| The problem |
Among the lines of the data, copy those that hold "align".

| Data for processing |
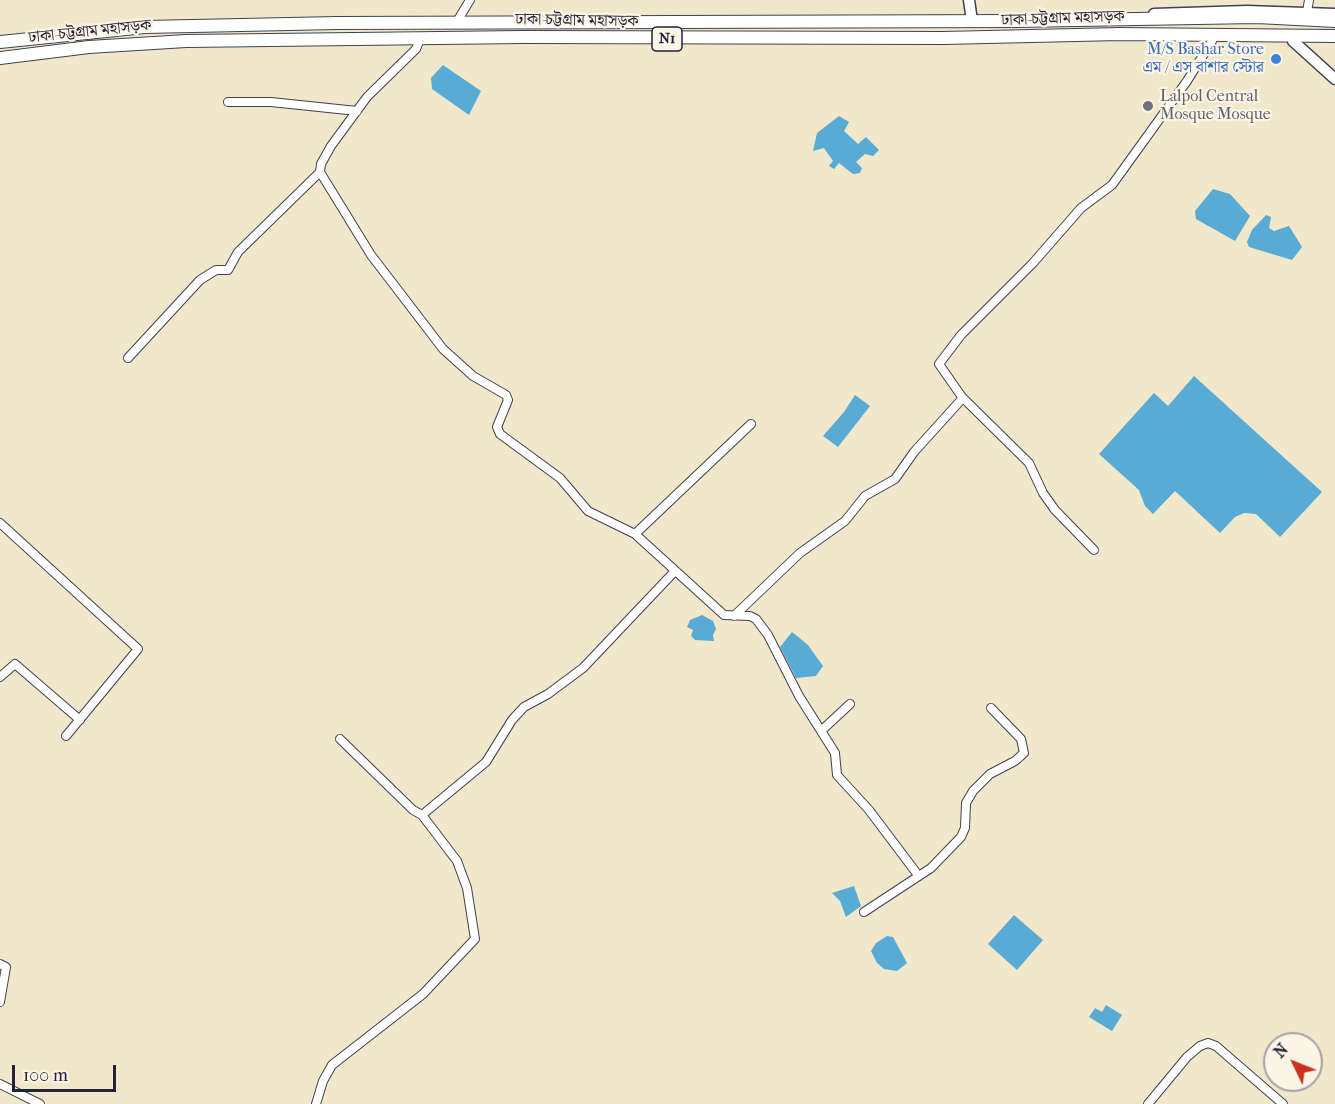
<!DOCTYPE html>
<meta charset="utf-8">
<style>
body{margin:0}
#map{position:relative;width:1335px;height:1104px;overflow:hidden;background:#f1e7cb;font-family:"IM FELL French Canon",serif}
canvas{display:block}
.north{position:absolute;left:1263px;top:1032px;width:60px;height:60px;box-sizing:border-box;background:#fcf5e5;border:2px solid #a5a1a1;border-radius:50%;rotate:313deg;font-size:16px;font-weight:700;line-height:24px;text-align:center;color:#22223b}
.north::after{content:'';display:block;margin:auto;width:21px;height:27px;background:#c8321e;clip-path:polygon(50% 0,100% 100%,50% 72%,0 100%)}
.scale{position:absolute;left:12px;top:1065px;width:104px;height:27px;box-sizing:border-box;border:3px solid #22223b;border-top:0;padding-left:8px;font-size:18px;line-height:21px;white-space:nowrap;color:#22223b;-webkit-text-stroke:4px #fcf5e5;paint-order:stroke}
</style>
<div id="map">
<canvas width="1335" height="1104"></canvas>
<div class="north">N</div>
<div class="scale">100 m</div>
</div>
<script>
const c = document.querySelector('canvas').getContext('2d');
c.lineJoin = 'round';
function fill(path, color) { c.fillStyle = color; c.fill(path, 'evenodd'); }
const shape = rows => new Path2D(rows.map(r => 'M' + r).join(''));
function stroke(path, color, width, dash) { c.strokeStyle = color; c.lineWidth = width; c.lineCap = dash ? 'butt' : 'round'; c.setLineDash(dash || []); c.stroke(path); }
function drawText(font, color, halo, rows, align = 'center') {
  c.font = font + ' "IM FELL French Canon","Noto Serif Bengali",serif'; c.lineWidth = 4.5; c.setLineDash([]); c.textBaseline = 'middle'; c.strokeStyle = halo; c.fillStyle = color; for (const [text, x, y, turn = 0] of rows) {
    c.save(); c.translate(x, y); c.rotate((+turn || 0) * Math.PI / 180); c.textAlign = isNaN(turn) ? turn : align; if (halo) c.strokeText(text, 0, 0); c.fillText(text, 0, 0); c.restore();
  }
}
fill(shape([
 [443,65,481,91,469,115,432,89,431,78],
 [839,116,849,122,844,131,858,144,866,137,879,150,873,156,865,154,856,162,862,168,860,173,853,174,839,163,834,169,829,166,833,161,824,148,813,151,817,133],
 [1213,189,1230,194,1250,216,1235,241,1196,219,1195,211],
 [1266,215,1271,217,1269,228,1274,231,1289,226,1302,247,1292,260,1249,247,1247,242,1252,230],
 [1194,376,1322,492,1280,537,1256,514,1244,513,1235,517,1220,533,1175,491,1153,514,1145,506,1139,490,1099,454,1154,393,1168,406],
 [855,395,870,406,838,447,823,436,844,412],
 [702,615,713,621,716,629,713,635,714,641,695,640,691,636,693,630,687,627,690,620],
 [792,632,808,645,823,666,816,676,796,678,780,647],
 [854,886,861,906,846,917,840,901,832,893],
 [1014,915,1043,940,1017,970,988,944],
 [887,936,893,937,907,963,897,971,884,969,877,963,871,951,876,943],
 [1106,1005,1122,1015,1112,1031,1089,1017,1095,1008,1102,1012]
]), '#58abd4');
const minor = shape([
 [1307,12,1309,0],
 [456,23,470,0],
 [420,39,416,49,367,97,331,146,321,164,320,172,328,185,371,255,443,349,473,376,506,395,508,400,497,427,500,434,560,478,588,511,635,534,724,615,750,616,756,619,768,635,799,696,835,753,837,775,869,810,918,875],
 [228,102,271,102,357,111],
 [128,358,200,280,216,270,228,270,238,252,320,172],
 [962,397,1029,463,1043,493,1055,510,1094,550],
 [0,523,138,649,66,736],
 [635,534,751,424],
 [734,616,800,553,845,521,865,496,895,479,914,452,961,400,962,397,939,364,961,335,1033,263,1081,208,1112,185,1187,81,1212,41],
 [0,677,15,664,80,720],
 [821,731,850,704],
 [422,815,486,762,512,720,524,707,548,694,583,668,675,571],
 [864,912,931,868,961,837,965,828,966,803,973,791,990,774,1015,761,1024,753,1021,739,991,708],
 [0,964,6,967,0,1002],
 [0,1084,40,1104],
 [316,1104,323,1081,332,1065,423,994,475,939,467,888,457,861,422,815,413,810,340,739],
 [1148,1104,1187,1057,1200,1046,1208,1043,1216,1046,1283,1104]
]);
const major = shape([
 [969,0,972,21],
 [1154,14,1247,11,1335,14],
 [1293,41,1335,79]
]);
const highway = shape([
 [0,42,145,27,337,23,1017,21,1257,17,1335,21],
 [0,58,89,47,186,41,523,37,943,38,1120,34,1335,36]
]);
stroke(minor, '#414051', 10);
stroke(major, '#414051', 13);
stroke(highway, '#414051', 14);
stroke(minor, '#fff', 8);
stroke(major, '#fff', 10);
stroke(highway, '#fff', 12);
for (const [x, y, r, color] of [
 [1276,59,6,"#3f7fe0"],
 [1148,106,6,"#6b7280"]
]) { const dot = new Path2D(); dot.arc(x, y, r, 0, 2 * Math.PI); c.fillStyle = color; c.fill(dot); stroke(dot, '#fcf5e5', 2); }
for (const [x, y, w] of [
 [667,39,30]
]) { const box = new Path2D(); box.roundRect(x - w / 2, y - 12, w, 24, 4.5); c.fillStyle = '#fcf5e5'; c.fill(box); stroke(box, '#22223b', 1.5); }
drawText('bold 15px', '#22223b', null, [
 ["N1",667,39]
]);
drawText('16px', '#22223b', '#fcf5e5', [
 ["ঢাকা-চট্টগ্রাম মহাসড়ক",1063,19,-2],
 ["ঢাকা-চট্টগ্রাম মহাসড়ক",577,21,1],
 ["ঢাকা-চট্টগ্রাম মহাসড়ক",90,32,-6]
]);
drawText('16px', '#366cbe', '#fcf5e5', [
 ["M/S Bashar Store",1264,50],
 ["এম / এস বাশার স্টোর",1264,68]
], 'right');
drawText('16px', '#5b616d', '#fcf5e5', [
 ["Lalpol Central",1160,97],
 ["Mosque Mosque",1160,115]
], 'left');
</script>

| Answer to this problem |
.north{position:absolute;left:1263px;top:1032px;width:60px;height:60px;box-sizing:border-box;background:#fcf5e5;border:2px solid #a5a1a1;border-radius:50%;rotate:313deg;font-size:16px;font-weight:700;line-height:24px;text-align:center;color:#22223b}
function drawText(font, color, halo, rows, align = 'center') {
    c.save(); c.translate(x, y); c.rotate((+turn || 0) * Math.PI / 180); c.textAlign = isNaN(turn) ? turn : align; if (halo) c.strokeText(text, 0, 0); c.fillText(text, 0, 0); c.restore();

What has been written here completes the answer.